**DATA EXTRACTS**
◇ ◇ ◇ ◇ ◇ ◇ ◇
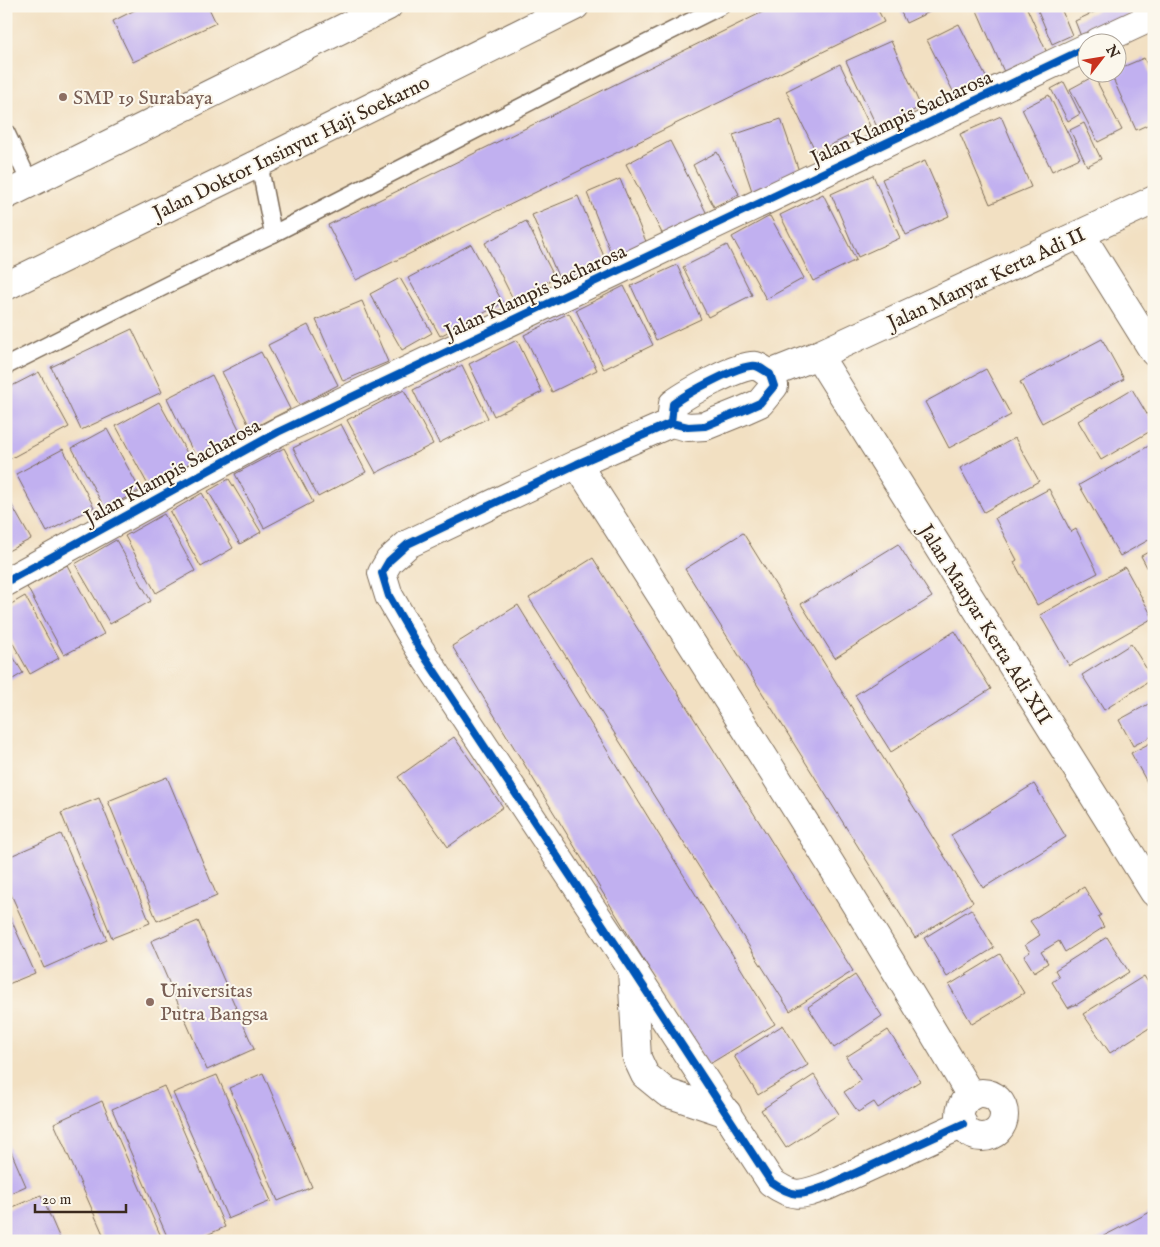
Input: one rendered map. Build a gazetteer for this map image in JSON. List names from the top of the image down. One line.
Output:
◇ ◇ ◇ ◇ ◇ ◇ ◇
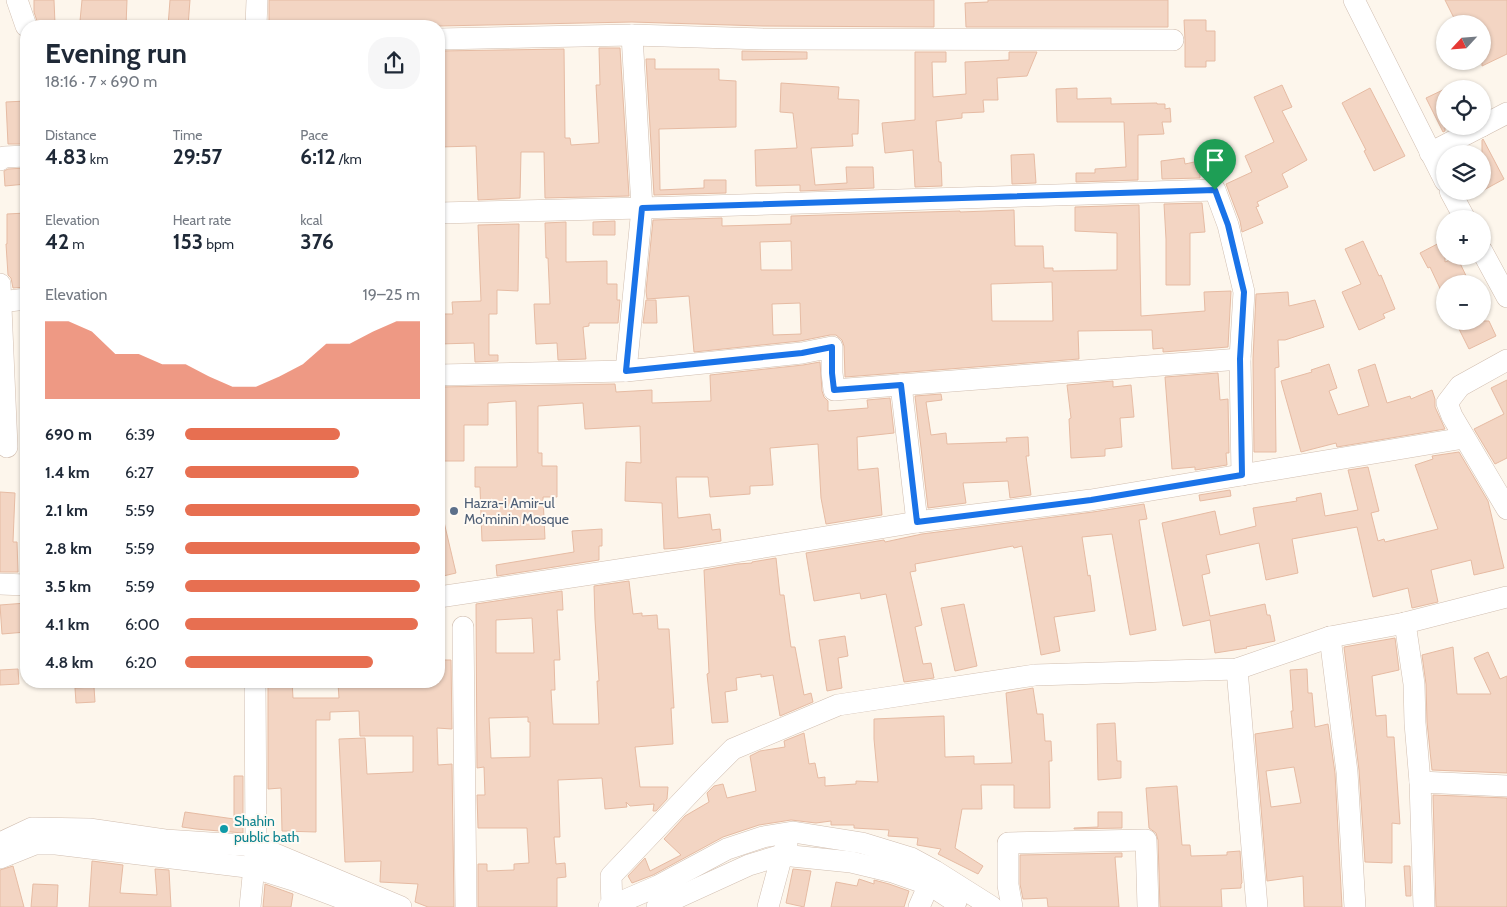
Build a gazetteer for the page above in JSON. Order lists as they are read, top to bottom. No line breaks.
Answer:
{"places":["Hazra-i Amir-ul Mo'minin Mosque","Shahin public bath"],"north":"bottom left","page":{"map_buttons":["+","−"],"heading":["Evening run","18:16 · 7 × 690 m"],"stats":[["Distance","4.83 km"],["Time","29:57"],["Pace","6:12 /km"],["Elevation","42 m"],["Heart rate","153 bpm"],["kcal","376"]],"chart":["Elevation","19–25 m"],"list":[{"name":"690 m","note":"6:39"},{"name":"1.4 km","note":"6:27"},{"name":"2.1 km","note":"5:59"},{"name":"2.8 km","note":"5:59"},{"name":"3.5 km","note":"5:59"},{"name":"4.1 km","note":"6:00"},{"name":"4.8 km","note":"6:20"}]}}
◇ ◇ ◇ ◇ ◇ ◇ ◇
**EXERCISE DIRECTIONS**
Search the records for the word "JSON". Copy each line where it appears.

**THE COMPLETED TASK**
Input: one rendered map. Build a gazetteer for this map image in JSON. List names from the top of the image down. One line.
Build a gazetteer for the page above in JSON. Order lists as they are read, top to bottom. No line breaks.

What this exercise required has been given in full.